'Kenapa Eliza meneleponku, sih?!'
Nama satu wanita kini lolos dari bibir Adrian, wanita yang baru beberapa minggu ini mengusik hati, dan pikirannya. Hingga fokus bekerja, dan juga perhatian seharusnya ia curahkan pada Malikha, kini telah terbagi dengan wanita lain.
'Bukankah aku sudah memperingatkan dia, agar tidak menghubungiku saat aku ada di rumah. Untung saja Malikha tidak ada di kamar, coba saja kalau dia tahu, habislah aku dan pastinya aku akan kehilangan wanita sebaik Malikha Istriku,' batin Adrian setelah mematikan handphone, dan mengeluarkan kartunya kemudian menyimpannya di tempat yang sekiranya mudah ia ingat, serta Malikha tidak mengetahuinya.
Setelah menyimpan kartu nomor handphone-nya, Adrian mengusap wajahnya agar tidak terlalu tegang.
'Lebih baik aku mencari Malikha di bawah, pasti dia ambil minum,' Adrian lalu bergegas keluar, seraya memanggil nama Malikha.
Sementara di dapur, Malikha yang berniat curhat sama Mbok Sum seketika urung. Karena mendengar suara suaminya mencari dirinya.
"Sayang ... Sayang, kamu di mana?!'' teriak Adrian dari lantai satu, yang tidak bisa menemukan Malikha di dalam kamar.
Adrian mulai menuruni anak tangga, Malikha di yang semula duduk langsung berdiri sembari menghapus air matanya dengan kasar menggunakan bajunya.
"Maaf, Mbok, sepertinya saya tidak bisa menjelaskan, yang pasti saat ini saya curiga kalau Mas Adrian tidak setia," sesal Malikha, sembari mengawasi situasi apakah suaminya sampai di dapur.
"Tidak apa-apa, Non, saya mengerti. Saya harap, Non Malikha sabar, jangan sedih, ya, saya yakin Den Adrian suami yang baik dan setia. Mungkin itu pikiran Non Malikha saja, padahal kenyataannya Den Adrian tidak pernah membagi cintanya dengan wanita lain,'' ucap Mbok Sum masih percaya seratus persen sama Adrian.
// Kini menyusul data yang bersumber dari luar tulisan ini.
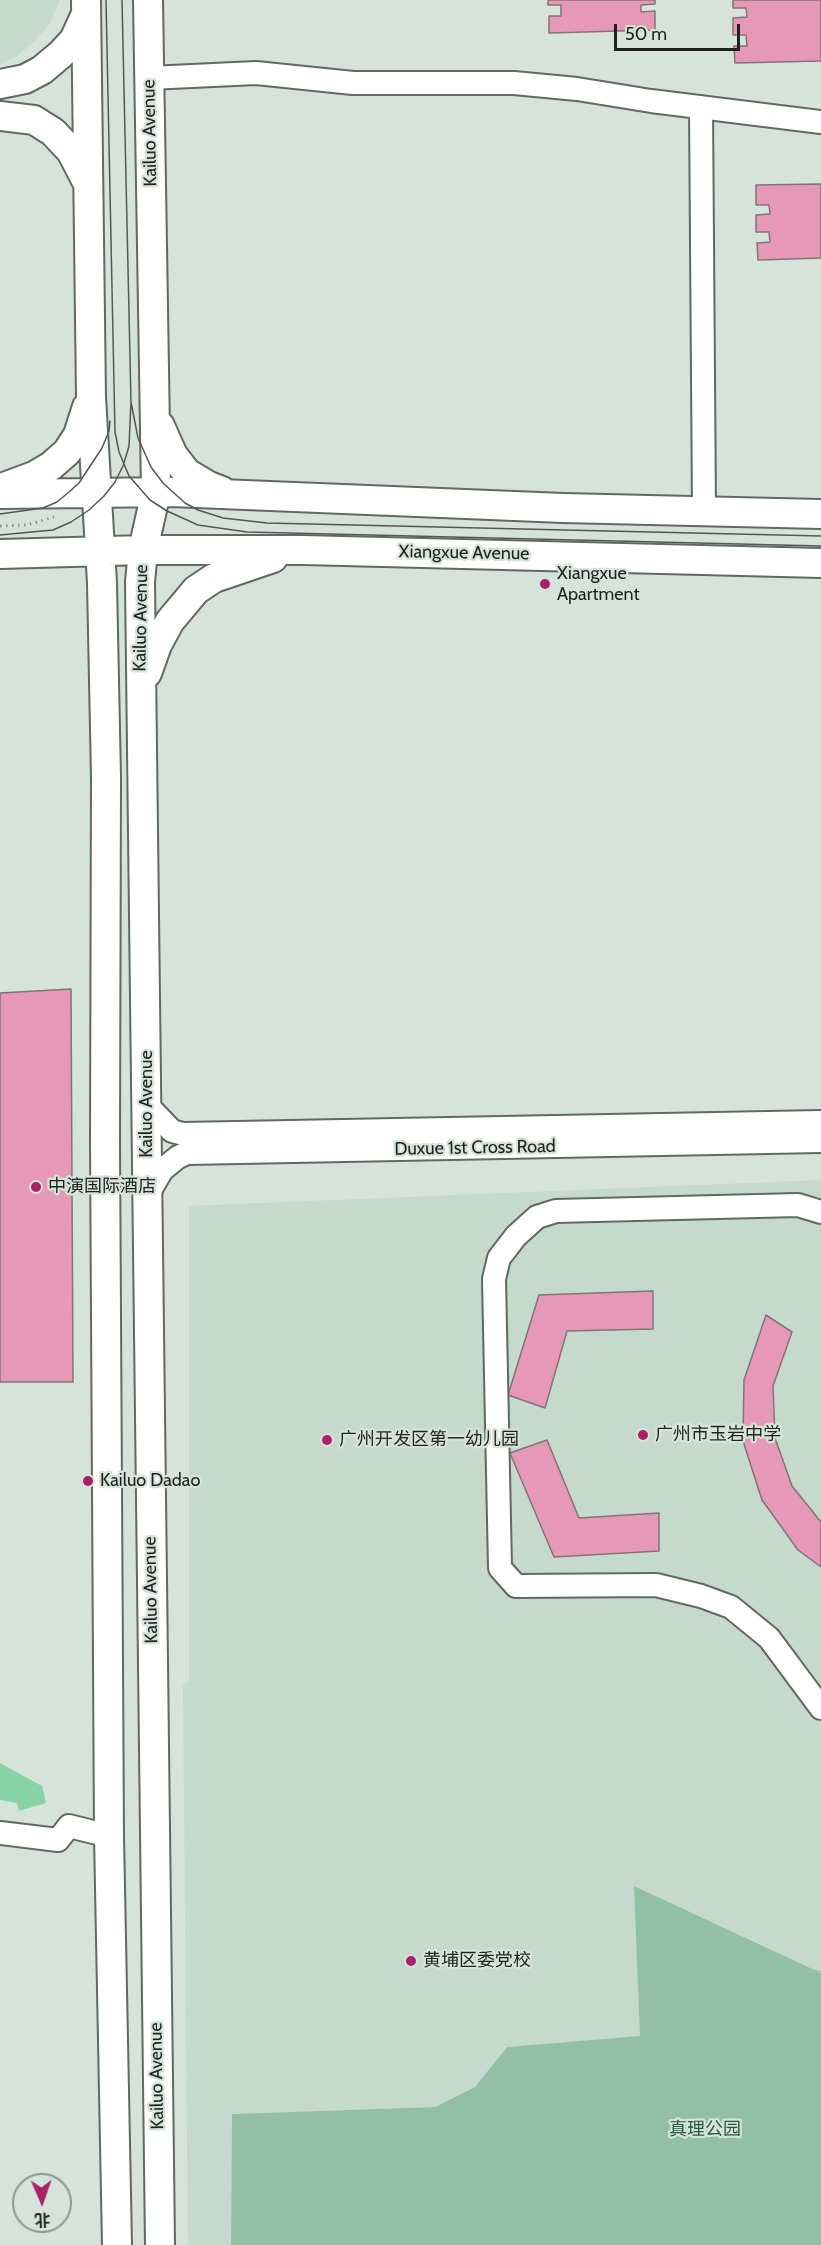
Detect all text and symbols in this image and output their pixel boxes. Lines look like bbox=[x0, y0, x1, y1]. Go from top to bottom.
scale bar bbox=[617, 12, 743, 50]
text: 50 m bbox=[625, 23, 667, 45]
street label: Kailuo Avenue bbox=[138, 79, 162, 187]
street label: Xiangxue Avenue bbox=[398, 541, 530, 565]
place label: Xiangxue Apartment bbox=[557, 563, 639, 606]
street label: Kailuo Avenue bbox=[129, 564, 153, 672]
marker: Xiangxue Apartment bbox=[538, 577, 552, 591]
street label: Kailuo Avenue bbox=[136, 1050, 158, 1158]
street label: Duxue 1st Cross Road bbox=[394, 1136, 556, 1160]
place label: 中演国际酒店 bbox=[48, 1176, 156, 1198]
marker: 中演国际酒店 bbox=[29, 1180, 43, 1194]
place label: 广州市玉岩中学 bbox=[655, 1424, 781, 1446]
marker: 广州市玉岩中学 bbox=[636, 1428, 650, 1442]
place label: 广州开发区第一幼儿园 bbox=[339, 1429, 519, 1451]
marker: 广州开发区第一幼儿园 bbox=[320, 1433, 334, 1447]
place label: Kailuo Dadao bbox=[100, 1470, 200, 1492]
marker: Kailuo Dadao bbox=[81, 1474, 95, 1488]
street label: Kailuo Avenue bbox=[139, 1536, 163, 1644]
place label: 黄埔区委党校 bbox=[423, 1950, 531, 1972]
marker: 黄埔区委党校 bbox=[404, 1954, 418, 1968]
street label: Kailuo Avenue bbox=[145, 2022, 169, 2130]
park label: 真理公园 bbox=[669, 2119, 741, 2141]
north arrow bbox=[12, 2173, 72, 2233]
text: 北 bbox=[34, 2210, 51, 2229]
"Kalau soal itu, saya tidak yakin, Mbok. Karena saat ini hati saya benar-benar gamang, seperti hilang kepercayaan sama Mas Adrian. Tapi, sebelum saya benar-benar memudahkan telah berselingkuh dengan wanita lain, saya harus memastikannya lebih dalam lagi, agar saya tidak salah menuduhnya," Malikha terlihat sedih.
"Iya, Non, apapun itu semoga selalu ada jalan yang terbaik buat Non dan Den Adrian, ya."
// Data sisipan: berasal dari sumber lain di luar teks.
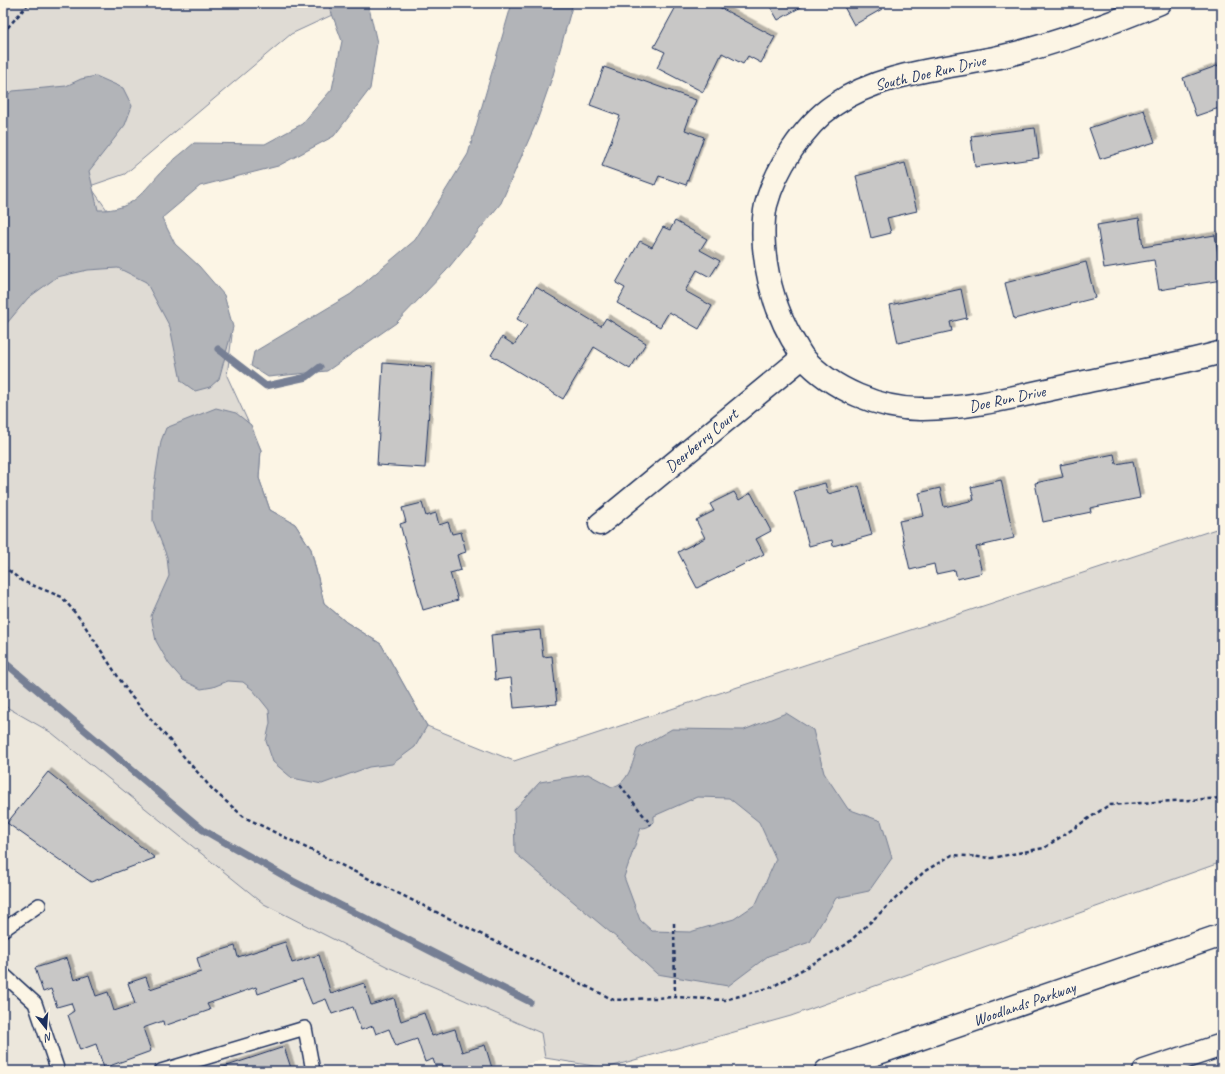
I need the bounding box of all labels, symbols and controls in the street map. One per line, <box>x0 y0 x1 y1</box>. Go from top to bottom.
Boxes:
street label: South Doe Run Drive <box>873 50 989 95</box>
street label: Doe Run Drive <box>967 381 1049 417</box>
street label: Deerberry Court <box>661 403 743 477</box>
street label: Woodlands Parkway <box>971 977 1079 1031</box>
north arrow <box>26 1008 66 1048</box>
text: N <box>42 1030 54 1046</box>

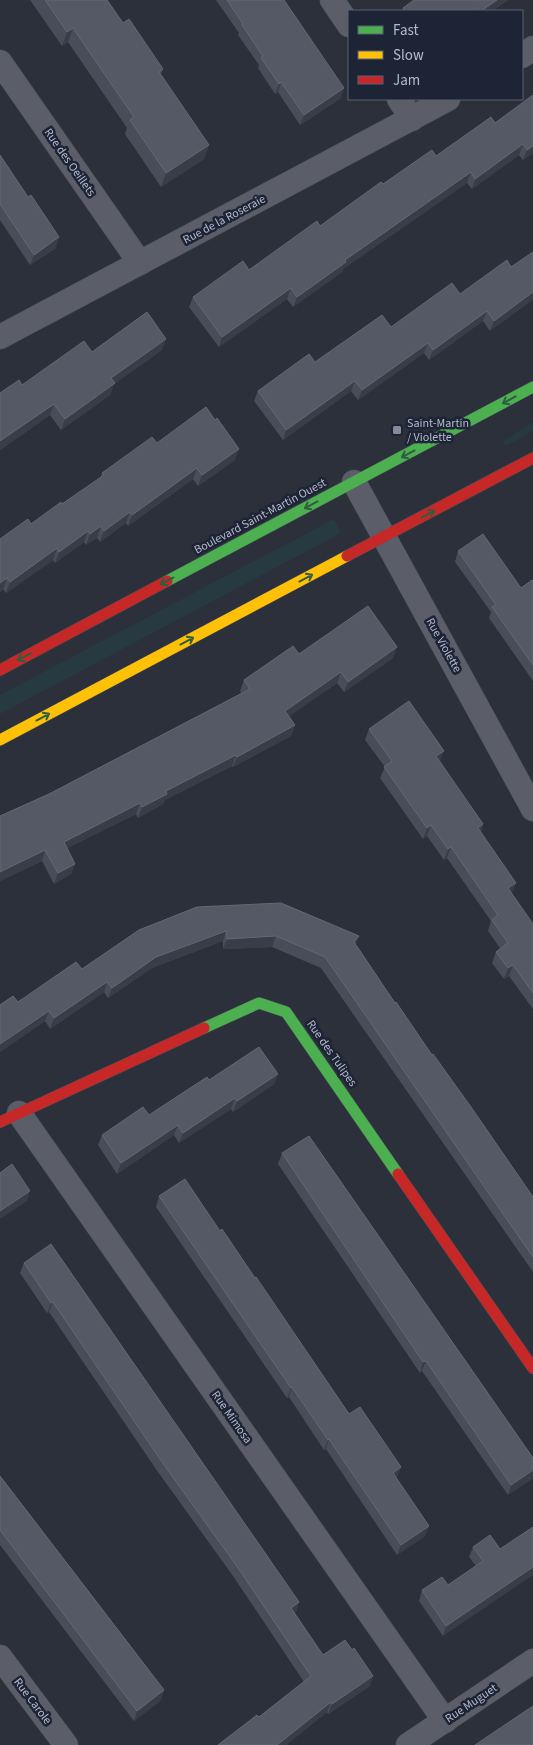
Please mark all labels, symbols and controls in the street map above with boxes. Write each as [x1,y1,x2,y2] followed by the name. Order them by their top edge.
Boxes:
[348,10,523,100] legend
[393,20,419,41] text: Fast
[393,45,424,66] text: Slow
[393,70,420,91] text: Jam
[40,125,99,200] street label: Rue des Oeillets
[180,191,269,248] street label: Rue de la Roseraie
[502,396,517,405] one-way arrow
[407,415,469,446] place label: Saint-Martin / Violette
[391,424,403,436] marker: Saint-Martin / Violette
[400,449,415,459] one-way arrow
[191,474,329,559] street label: Boulevard Saint-Martin Ouest
[304,500,319,510] one-way arrow
[420,509,435,518] one-way arrow
[299,573,314,583] one-way arrow
[160,576,175,586] one-way arrow
[422,615,466,676] street label: Rue Violette
[179,636,194,646] one-way arrow
[17,653,32,662] one-way arrow
[35,712,50,721] one-way arrow
[302,1017,361,1090] street label: Rue des Tulipes
[207,1387,256,1447] street label: Rue Mimosa
[10,1675,56,1728] street label: Rue Carole
[442,1680,501,1727] street label: Rue Muguet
"Makasih, ya, Mbok, sudah mendengar keluhan hati saya. Sekarang saya sedikit membaik, tapi, saya berharap Mbok tidak membocorkan percakapan kita tadi sama Mas Adrian, ya."
"Pasti, Non."
Baru saja Malikha dan Mbok Sum selesai berbincang-bincang, tiba-tiba Adrian datang lalu merangkul Malikha.
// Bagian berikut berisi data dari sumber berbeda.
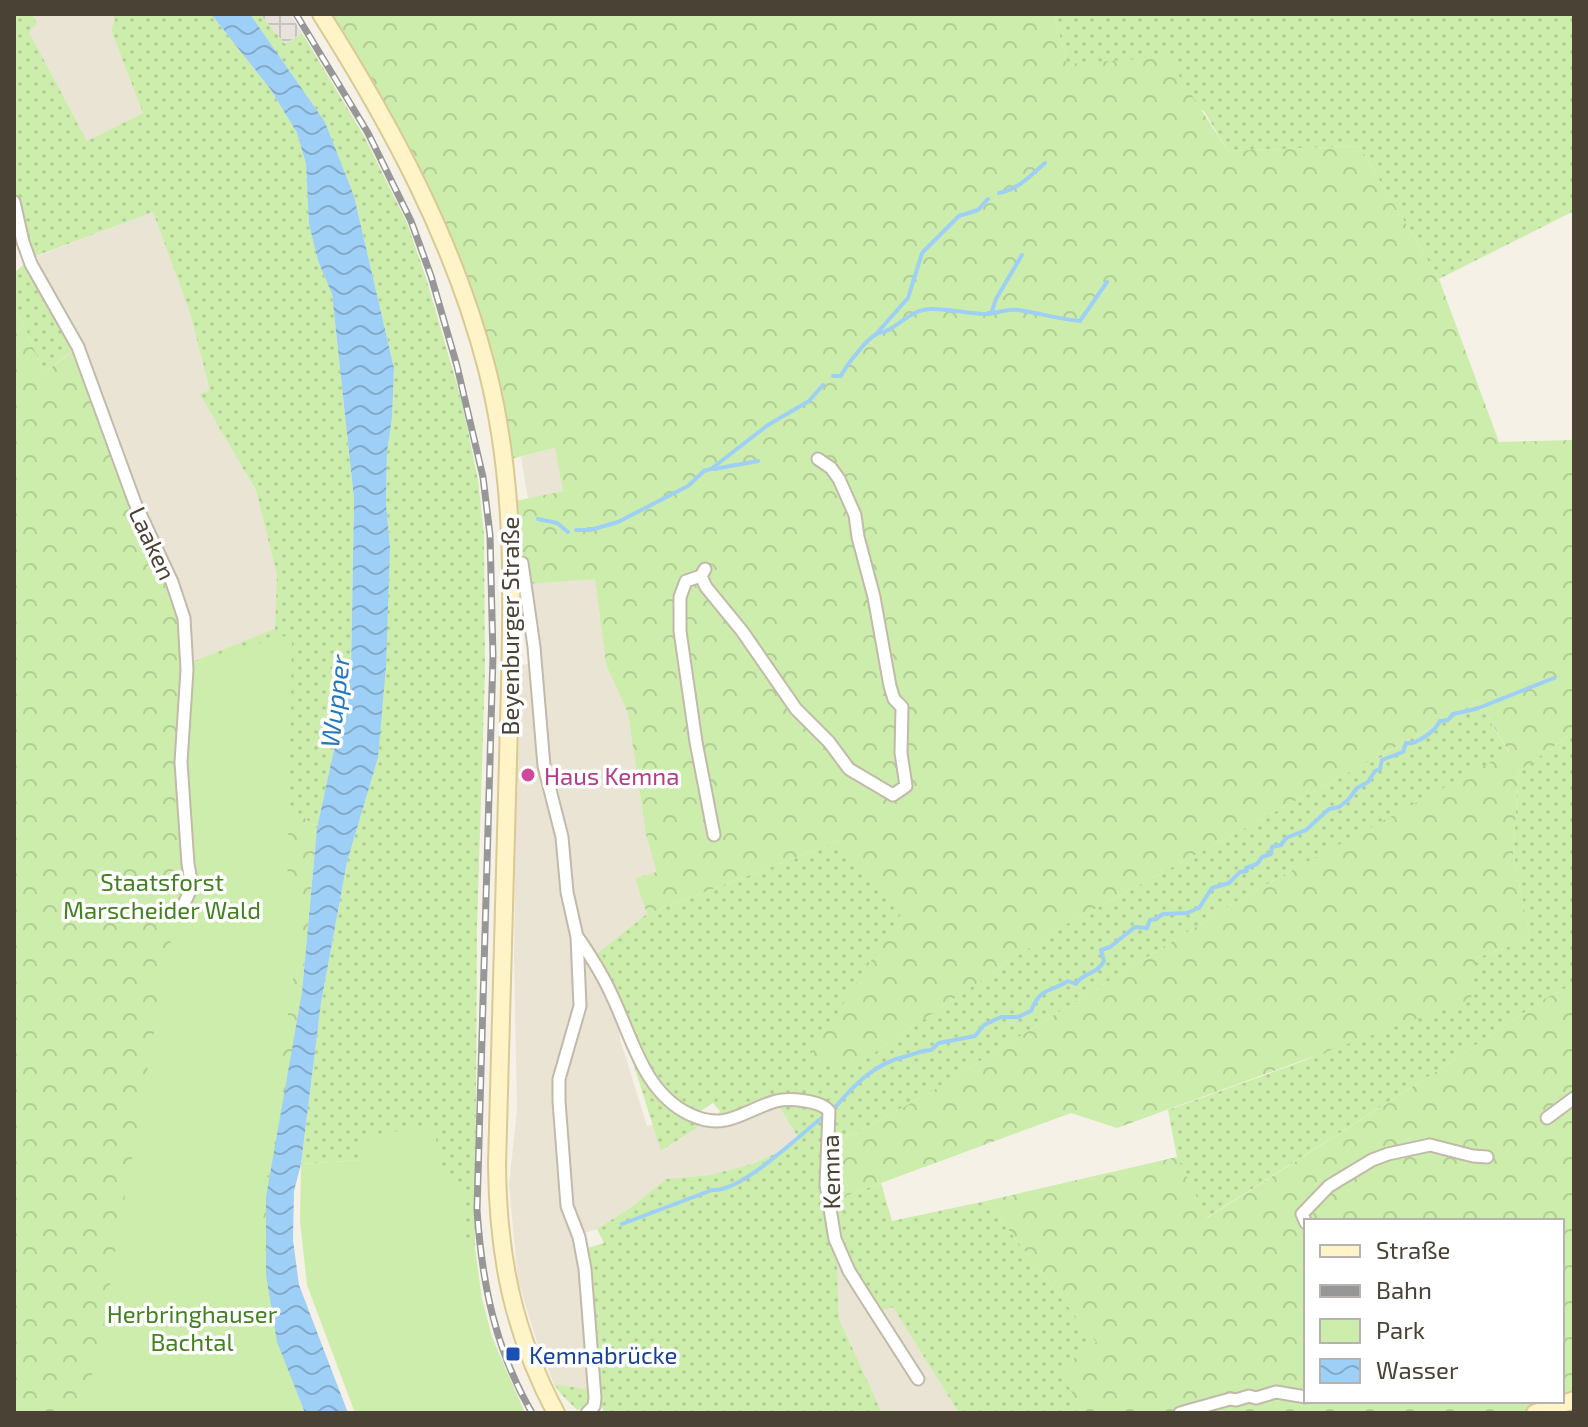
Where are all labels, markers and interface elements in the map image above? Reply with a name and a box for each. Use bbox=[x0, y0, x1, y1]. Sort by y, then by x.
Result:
street label: Laaken bbox=[124, 502, 182, 584]
street label: Beyenburger Straße bbox=[495, 517, 524, 735]
water label: Wupper bbox=[313, 652, 355, 749]
place label: Haus Kemna bbox=[544, 761, 679, 790]
marker: Haus Kemna bbox=[519, 766, 537, 784]
park label: Staatsforst Marscheider Wald bbox=[63, 867, 261, 924]
street label: Kemna bbox=[815, 1134, 845, 1210]
legend bbox=[1304, 1219, 1564, 1403]
text: Straße bbox=[1376, 1235, 1450, 1264]
text: Bahn bbox=[1376, 1275, 1432, 1304]
park label: Herbringhauser Bachtal bbox=[107, 1299, 278, 1356]
text: Park bbox=[1376, 1315, 1425, 1344]
place label: Kemnabrücke bbox=[529, 1340, 677, 1369]
marker: Kemnabrücke bbox=[504, 1345, 522, 1363]
text: Wasser bbox=[1376, 1355, 1459, 1384]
Merasakan pelukan Adrian, Malikha seketika berpura-pura terkejut dengan kehadiran suaminya, karena sebelum Adrian memeluknya, ia sudah merasakan kehadiran Adrian.
"Mass ... buat terkejut saja, sih, kayak hantu saja," Malikha dengan mimik wajah terkejut, menatap Adrian.
"Kamu terkejut, ya, maafkan aku, Sayang. Habisnya, dari tadi aku memanggilmu kamu tidak jawab. Memangnya apa yang kamu lakukan malam-malam di sini, bukannya tidur sama aku," kali ini Adrian menampilkan wajah cemberut, karena merasa ditinggal Malikha.
"Hehehe ... tadi aku terbangun, karena haus. Jadi, aku turun minum. Tapi, pas aku di dapur ada Mbok Sum, jadilah kami mengobrol sebentar," jelas Malikha dengan kalimat bohongnya.
Adrian yang tadinya hanya fokus pada istrinya, kini menatap Mbok Sum ternyata ikut menatapnya.
"Eh, ada Mbok Sum. Tumben belum tidur, Mbok?'' tanya basa-basi Adrian, masih dalam posisi memeluk Malikha.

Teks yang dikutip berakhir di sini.